## Exercise description
All of the lines below should be copied word for word.

Saved entries
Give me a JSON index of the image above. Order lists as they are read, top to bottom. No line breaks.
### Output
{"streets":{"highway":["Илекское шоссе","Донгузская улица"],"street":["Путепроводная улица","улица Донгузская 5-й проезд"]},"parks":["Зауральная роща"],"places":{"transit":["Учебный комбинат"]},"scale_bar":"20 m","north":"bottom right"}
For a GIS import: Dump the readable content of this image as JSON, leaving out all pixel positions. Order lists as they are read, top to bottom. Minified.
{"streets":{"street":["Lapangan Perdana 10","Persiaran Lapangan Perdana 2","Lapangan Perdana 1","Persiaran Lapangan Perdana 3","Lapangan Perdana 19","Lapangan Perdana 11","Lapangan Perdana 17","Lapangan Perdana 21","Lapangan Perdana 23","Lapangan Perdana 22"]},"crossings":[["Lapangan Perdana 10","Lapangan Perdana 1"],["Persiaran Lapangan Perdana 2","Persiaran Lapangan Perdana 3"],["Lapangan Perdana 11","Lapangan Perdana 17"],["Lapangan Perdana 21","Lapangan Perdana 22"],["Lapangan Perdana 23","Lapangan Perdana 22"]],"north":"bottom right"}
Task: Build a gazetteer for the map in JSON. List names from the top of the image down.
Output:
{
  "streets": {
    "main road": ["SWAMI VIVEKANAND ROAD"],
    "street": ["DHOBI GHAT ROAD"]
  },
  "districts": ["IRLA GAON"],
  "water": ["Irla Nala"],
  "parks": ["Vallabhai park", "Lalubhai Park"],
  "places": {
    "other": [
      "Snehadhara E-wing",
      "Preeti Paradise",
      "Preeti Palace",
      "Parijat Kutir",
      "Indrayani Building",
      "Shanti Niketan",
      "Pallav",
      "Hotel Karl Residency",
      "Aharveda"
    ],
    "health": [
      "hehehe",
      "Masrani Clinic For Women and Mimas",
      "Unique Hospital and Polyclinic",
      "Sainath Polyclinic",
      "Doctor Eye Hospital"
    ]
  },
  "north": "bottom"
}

## Answer box
Give me a JSON index of the image above. Order lists as they are read, top to bottom. No line breaks.
### Output
{"streets":{"highway":["Илекское шоссе","Донгузская улица"],"street":["Путепроводная улица","улица Донгузская 5-й проезд"]},"parks":["Зауральная роща"],"places":{"transit":["Учебный комбинат"]},"scale_bar":"20 m","north":"bottom right"}
For a GIS import: Dump the readable content of this image as JSON, leaving out all pixel positions. Order lists as they are read, top to bottom. Minified.
{"streets":{"street":["Lapangan Perdana 10","Persiaran Lapangan Perdana 2","Lapangan Perdana 1","Persiaran Lapangan Perdana 3","Lapangan Perdana 19","Lapangan Perdana 11","Lapangan Perdana 17","Lapangan Perdana 21","Lapangan Perdana 23","Lapangan Perdana 22"]},"crossings":[["Lapangan Perdana 10","Lapangan Perdana 1"],["Persiaran Lapangan Perdana 2","Persiaran Lapangan Perdana 3"],["Lapangan Perdana 11","Lapangan Perdana 17"],["Lapangan Perdana 21","Lapangan Perdana 22"],["Lapangan Perdana 23","Lapangan Perdana 22"]],"north":"bottom right"}
Task: Build a gazetteer for the map in JSON. List names from the top of the image down.
Output:
{
  "streets": {
    "main road": ["SWAMI VIVEKANAND ROAD"],
    "street": ["DHOBI GHAT ROAD"]
  },
  "districts": ["IRLA GAON"],
  "water": ["Irla Nala"],
  "parks": ["Vallabhai park", "Lalubhai Park"],
  "places": {
    "other": [
      "Snehadhara E-wing",
      "Preeti Paradise",
      "Preeti Palace",
      "Parijat Kutir",
      "Indrayani Building",
      "Shanti Niketan",
      "Pallav",
      "Hotel Karl Residency",
      "Aharveda"
    ],
    "health": [
      "hehehe",
      "Masrani Clinic For Women and Mimas",
      "Unique Hospital and Polyclinic",
      "Sainath Polyclinic",
      "Doctor Eye Hospital"
    ]
  },
  "north": "bottom"
}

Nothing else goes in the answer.